Cosa deve fare il Governo per risolvere la crisi economica? Forse non mancheremo di rispetto nel dire che l’incertezza regna sovrana anche da loro. Non per mancanza di competenza – è questo un giudizio che esula dalle nostre prerogative – ma per almeno due precise ragioni. Una, che l’emergenza Covid-19 si presenta col nome di “influenza” ma ha invece la natura e l’anima dello tsunami. La seconda è che non vi sono ricette facili o dalla soluzione magica. Non è bello imporre ai propri cittadini di stare a casa H24 . Così come parimenti non vi sono fascicoli da spulciare e da cui estrarre l’algoritmo magico.
L’esempio della Francia
Cosa deve fare il Governo per risolvere la crisi economica? Sappiamo che dopo la Cina il Covid-19 ha fatto visita (peraltro sgradita) al nostro Paese.
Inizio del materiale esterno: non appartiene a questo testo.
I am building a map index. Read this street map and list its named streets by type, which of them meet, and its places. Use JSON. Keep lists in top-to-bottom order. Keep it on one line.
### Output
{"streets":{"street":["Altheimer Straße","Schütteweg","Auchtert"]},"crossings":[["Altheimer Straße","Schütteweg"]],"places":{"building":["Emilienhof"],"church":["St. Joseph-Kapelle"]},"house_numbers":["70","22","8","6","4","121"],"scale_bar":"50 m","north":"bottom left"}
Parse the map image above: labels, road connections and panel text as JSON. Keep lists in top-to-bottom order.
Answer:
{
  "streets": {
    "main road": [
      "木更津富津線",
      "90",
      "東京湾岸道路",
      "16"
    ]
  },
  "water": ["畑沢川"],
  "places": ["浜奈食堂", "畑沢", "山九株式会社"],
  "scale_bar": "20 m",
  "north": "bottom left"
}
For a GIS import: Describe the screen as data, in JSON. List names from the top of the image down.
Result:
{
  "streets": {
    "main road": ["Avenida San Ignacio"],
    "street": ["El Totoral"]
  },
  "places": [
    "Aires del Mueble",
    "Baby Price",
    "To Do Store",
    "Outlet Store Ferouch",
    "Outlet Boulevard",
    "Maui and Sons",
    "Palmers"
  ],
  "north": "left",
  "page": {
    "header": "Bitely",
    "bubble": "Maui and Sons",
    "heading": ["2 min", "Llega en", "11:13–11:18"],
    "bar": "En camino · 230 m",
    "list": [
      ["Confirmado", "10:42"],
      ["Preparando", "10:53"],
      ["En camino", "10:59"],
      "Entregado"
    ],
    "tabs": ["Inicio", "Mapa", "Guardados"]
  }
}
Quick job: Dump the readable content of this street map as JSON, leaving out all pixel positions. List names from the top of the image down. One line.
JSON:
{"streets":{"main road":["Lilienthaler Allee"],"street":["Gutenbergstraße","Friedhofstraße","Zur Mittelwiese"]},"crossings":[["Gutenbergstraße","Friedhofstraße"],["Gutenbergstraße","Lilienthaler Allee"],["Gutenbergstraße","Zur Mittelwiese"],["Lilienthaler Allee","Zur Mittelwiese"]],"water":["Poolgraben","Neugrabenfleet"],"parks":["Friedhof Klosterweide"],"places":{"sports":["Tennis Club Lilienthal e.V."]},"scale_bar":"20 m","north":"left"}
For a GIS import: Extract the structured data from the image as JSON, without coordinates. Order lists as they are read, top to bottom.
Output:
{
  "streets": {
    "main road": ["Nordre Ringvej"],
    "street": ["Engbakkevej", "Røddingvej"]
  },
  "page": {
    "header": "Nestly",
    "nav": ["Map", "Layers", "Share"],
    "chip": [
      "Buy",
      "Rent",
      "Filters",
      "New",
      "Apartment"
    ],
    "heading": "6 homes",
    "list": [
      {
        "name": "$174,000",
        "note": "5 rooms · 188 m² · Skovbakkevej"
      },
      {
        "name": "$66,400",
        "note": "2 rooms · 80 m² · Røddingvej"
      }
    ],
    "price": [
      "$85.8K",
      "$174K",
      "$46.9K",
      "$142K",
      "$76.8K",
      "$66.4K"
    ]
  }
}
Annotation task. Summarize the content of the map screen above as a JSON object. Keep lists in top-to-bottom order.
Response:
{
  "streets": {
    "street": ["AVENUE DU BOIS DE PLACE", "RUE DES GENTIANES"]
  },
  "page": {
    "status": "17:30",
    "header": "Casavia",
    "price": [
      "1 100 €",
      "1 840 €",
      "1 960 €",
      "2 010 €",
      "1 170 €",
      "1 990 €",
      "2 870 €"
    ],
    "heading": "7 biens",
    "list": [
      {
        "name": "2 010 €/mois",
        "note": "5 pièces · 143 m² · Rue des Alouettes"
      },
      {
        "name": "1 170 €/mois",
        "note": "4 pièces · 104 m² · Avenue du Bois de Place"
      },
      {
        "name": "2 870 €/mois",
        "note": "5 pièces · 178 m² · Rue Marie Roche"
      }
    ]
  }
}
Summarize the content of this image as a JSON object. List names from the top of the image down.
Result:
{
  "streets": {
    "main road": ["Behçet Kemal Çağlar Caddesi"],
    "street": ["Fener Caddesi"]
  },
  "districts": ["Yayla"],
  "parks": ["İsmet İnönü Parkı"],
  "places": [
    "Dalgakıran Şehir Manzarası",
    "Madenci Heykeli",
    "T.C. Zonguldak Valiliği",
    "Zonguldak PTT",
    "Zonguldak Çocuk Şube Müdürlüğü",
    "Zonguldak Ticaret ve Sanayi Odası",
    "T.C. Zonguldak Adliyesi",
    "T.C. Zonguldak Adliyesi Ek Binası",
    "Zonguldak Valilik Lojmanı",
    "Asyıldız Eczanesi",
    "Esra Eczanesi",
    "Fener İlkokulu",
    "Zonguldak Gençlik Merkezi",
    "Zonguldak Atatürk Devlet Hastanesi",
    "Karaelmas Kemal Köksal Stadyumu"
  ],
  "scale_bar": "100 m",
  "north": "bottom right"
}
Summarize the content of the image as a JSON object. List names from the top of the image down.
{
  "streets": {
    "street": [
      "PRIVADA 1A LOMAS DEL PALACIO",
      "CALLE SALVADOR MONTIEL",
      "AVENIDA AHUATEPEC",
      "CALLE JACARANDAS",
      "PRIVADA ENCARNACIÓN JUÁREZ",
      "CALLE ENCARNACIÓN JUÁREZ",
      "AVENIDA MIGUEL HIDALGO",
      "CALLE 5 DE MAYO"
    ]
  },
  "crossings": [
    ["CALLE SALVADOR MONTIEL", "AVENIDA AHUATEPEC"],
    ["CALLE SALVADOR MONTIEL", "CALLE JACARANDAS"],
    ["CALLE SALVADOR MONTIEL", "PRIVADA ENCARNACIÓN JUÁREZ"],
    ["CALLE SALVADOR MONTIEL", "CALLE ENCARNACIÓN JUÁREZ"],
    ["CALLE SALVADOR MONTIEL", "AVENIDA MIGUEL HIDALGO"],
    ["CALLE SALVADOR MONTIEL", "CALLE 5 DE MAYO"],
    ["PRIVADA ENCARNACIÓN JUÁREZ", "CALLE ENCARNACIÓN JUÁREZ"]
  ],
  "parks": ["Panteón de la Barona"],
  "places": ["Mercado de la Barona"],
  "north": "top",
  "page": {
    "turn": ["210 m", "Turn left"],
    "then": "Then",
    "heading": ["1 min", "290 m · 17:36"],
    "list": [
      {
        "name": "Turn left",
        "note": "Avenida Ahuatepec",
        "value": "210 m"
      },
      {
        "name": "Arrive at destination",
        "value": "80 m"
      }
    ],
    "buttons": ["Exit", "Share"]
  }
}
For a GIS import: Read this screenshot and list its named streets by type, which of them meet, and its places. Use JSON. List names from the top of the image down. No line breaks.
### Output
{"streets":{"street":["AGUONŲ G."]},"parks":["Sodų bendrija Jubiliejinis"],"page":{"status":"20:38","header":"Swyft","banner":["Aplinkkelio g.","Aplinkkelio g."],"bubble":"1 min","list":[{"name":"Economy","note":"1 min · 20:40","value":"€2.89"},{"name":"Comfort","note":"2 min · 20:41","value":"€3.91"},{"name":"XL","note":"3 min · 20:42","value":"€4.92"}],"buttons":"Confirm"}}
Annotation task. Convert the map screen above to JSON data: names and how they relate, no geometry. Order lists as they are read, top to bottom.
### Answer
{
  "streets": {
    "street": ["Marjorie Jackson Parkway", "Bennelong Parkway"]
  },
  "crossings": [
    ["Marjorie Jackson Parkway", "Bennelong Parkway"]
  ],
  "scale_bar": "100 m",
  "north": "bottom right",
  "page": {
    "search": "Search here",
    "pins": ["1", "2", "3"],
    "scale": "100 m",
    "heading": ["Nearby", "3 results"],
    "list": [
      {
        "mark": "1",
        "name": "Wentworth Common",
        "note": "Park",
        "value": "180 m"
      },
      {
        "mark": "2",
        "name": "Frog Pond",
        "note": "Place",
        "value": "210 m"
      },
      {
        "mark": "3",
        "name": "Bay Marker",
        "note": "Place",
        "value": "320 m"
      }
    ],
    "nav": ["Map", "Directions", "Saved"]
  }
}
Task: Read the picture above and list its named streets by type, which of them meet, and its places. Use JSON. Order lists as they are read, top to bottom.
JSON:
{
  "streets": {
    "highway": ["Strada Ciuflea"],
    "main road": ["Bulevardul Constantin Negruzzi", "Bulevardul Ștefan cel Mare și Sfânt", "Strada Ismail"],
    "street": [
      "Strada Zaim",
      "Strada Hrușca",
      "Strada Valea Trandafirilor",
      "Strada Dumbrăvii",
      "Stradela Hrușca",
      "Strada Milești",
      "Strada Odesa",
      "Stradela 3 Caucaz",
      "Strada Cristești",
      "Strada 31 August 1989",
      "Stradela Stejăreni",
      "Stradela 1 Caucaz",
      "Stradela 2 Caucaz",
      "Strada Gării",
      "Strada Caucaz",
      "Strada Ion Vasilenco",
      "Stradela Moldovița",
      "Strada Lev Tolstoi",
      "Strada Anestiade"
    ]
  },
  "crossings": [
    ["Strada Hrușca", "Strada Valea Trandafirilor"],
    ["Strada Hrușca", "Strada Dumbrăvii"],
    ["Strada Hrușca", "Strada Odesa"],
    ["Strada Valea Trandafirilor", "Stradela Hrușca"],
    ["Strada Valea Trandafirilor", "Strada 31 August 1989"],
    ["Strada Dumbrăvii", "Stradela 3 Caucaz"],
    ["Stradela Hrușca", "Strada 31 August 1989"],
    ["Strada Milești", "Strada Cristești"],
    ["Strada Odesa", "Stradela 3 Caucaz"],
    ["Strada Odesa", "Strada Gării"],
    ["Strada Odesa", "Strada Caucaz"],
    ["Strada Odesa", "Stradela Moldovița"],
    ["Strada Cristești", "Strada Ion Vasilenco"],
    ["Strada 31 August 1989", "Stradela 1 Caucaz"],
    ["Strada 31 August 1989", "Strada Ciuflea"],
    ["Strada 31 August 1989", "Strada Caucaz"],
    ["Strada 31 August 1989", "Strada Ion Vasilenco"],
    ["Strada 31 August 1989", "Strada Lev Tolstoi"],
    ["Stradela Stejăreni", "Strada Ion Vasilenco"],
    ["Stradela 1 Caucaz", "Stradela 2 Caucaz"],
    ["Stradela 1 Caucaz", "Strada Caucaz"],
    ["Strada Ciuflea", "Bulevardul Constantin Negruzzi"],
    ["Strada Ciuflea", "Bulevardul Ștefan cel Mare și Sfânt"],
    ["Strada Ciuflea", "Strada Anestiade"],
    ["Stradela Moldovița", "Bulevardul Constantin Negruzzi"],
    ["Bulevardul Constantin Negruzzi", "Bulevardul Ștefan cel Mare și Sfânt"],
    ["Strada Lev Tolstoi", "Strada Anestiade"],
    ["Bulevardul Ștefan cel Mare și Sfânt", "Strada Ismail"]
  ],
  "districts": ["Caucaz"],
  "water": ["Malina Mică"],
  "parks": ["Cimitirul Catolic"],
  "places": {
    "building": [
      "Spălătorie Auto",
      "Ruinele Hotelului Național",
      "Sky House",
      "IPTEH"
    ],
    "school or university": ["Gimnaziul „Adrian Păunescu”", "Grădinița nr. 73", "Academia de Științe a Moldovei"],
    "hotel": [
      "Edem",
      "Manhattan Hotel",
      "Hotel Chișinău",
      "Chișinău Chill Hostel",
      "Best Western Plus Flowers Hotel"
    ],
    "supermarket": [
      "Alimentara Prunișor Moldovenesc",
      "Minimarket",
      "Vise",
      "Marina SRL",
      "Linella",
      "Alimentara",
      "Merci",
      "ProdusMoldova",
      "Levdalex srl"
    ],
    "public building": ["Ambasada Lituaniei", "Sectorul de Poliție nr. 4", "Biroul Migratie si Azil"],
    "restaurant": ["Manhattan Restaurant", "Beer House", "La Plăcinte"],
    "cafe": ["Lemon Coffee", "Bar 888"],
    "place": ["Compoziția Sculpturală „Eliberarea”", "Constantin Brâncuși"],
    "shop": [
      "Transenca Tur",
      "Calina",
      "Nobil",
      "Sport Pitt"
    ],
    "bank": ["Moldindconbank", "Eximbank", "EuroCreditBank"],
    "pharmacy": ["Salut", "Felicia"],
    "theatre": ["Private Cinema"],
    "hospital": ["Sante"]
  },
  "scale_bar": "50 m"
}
Quella che si pensava essere una “faccenda Lombarda” in 3 settimane è divenuta la quotidianità europea. Una sorta di replay nel tempo e nello spazio di quello che ha sperimentato in primis Codogno. Che si è replicata, ad esempio, anche tra i cugini francesi. E che ci hanno “copiato” pure nell’assalto alla diligenza, ovvero ai mitici treni TGV, ieri vanto d’Oltralpe e oggi scialuppe di salvataggio. Corsi e ricorsi. Il ministro dell’Economia francese Bruno Le Maire, ha parlato di «guerra economica e finanziaria che durerà nel tempo. […]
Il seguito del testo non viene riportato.